Task description | Reproduce the full set of records that follow, exactly as shown.

*** Opening of Dataset entries ***

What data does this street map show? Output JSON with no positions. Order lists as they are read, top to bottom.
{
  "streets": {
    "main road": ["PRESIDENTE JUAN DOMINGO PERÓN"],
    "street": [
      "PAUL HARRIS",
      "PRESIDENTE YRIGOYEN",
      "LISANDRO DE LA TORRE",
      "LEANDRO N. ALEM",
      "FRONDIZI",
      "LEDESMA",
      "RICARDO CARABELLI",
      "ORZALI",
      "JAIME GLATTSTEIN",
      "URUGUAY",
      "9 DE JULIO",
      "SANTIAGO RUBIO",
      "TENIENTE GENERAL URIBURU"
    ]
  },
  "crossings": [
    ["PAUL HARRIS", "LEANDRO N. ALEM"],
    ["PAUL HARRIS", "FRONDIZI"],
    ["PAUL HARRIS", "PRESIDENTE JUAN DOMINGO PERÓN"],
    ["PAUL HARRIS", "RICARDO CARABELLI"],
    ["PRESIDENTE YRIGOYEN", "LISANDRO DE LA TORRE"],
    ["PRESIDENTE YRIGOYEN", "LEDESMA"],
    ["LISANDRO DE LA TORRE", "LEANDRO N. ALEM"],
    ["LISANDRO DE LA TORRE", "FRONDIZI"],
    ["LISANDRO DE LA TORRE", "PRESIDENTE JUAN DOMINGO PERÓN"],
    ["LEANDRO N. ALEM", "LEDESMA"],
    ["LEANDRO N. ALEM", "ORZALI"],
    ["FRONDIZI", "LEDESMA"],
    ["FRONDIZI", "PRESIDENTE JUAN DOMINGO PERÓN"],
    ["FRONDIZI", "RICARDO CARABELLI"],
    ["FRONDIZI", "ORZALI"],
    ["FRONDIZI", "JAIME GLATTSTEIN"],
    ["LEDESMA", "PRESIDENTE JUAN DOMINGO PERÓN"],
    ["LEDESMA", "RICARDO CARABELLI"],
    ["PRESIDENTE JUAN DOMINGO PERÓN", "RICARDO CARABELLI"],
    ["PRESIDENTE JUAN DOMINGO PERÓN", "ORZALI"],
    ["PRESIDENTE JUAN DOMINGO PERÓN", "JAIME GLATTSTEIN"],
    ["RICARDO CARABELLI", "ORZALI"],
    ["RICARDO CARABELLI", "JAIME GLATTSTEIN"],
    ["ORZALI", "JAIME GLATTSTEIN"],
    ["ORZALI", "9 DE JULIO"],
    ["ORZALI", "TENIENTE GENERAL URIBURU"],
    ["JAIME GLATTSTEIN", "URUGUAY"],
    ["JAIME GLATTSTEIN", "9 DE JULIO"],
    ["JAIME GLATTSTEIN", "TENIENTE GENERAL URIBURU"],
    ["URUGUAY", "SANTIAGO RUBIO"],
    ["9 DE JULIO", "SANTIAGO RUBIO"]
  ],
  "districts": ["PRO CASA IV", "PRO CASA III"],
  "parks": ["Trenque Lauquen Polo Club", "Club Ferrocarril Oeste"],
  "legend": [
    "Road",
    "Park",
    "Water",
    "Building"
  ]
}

*** Close of Dataset entries ***

Answer below |
What data does this street map show? Output JSON with no positions. Order lists as they are read, top to bottom.
{
  "streets": {
    "main road": ["PRESIDENTE JUAN DOMINGO PERÓN"],
    "street": [
      "PAUL HARRIS",
      "PRESIDENTE YRIGOYEN",
      "LISANDRO DE LA TORRE",
      "LEANDRO N. ALEM",
      "FRONDIZI",
      "LEDESMA",
      "RICARDO CARABELLI",
      "ORZALI",
      "JAIME GLATTSTEIN",
      "URUGUAY",
      "9 DE JULIO",
      "SANTIAGO RUBIO",
      "TENIENTE GENERAL URIBURU"
    ]
  },
  "crossings": [
    ["PAUL HARRIS", "LEANDRO N. ALEM"],
    ["PAUL HARRIS", "FRONDIZI"],
    ["PAUL HARRIS", "PRESIDENTE JUAN DOMINGO PERÓN"],
    ["PAUL HARRIS", "RICARDO CARABELLI"],
    ["PRESIDENTE YRIGOYEN", "LISANDRO DE LA TORRE"],
    ["PRESIDENTE YRIGOYEN", "LEDESMA"],
    ["LISANDRO DE LA TORRE", "LEANDRO N. ALEM"],
    ["LISANDRO DE LA TORRE", "FRONDIZI"],
    ["LISANDRO DE LA TORRE", "PRESIDENTE JUAN DOMINGO PERÓN"],
    ["LEANDRO N. ALEM", "LEDESMA"],
    ["LEANDRO N. ALEM", "ORZALI"],
    ["FRONDIZI", "LEDESMA"],
    ["FRONDIZI", "PRESIDENTE JUAN DOMINGO PERÓN"],
    ["FRONDIZI", "RICARDO CARABELLI"],
    ["FRONDIZI", "ORZALI"],
    ["FRONDIZI", "JAIME GLATTSTEIN"],
    ["LEDESMA", "PRESIDENTE JUAN DOMINGO PERÓN"],
    ["LEDESMA", "RICARDO CARABELLI"],
    ["PRESIDENTE JUAN DOMINGO PERÓN", "RICARDO CARABELLI"],
    ["PRESIDENTE JUAN DOMINGO PERÓN", "ORZALI"],
    ["PRESIDENTE JUAN DOMINGO PERÓN", "JAIME GLATTSTEIN"],
    ["RICARDO CARABELLI", "ORZALI"],
    ["RICARDO CARABELLI", "JAIME GLATTSTEIN"],
    ["ORZALI", "JAIME GLATTSTEIN"],
    ["ORZALI", "9 DE JULIO"],
    ["ORZALI", "TENIENTE GENERAL URIBURU"],
    ["JAIME GLATTSTEIN", "URUGUAY"],
    ["JAIME GLATTSTEIN", "9 DE JULIO"],
    ["JAIME GLATTSTEIN", "TENIENTE GENERAL URIBURU"],
    ["URUGUAY", "SANTIAGO RUBIO"],
    ["9 DE JULIO", "SANTIAGO RUBIO"]
  ],
  "districts": ["PRO CASA IV", "PRO CASA III"],
  "parks": ["Trenque Lauquen Polo Club", "Club Ferrocarril Oeste"],
  "legend": [
    "Road",
    "Park",
    "Water",
    "Building"
  ]
}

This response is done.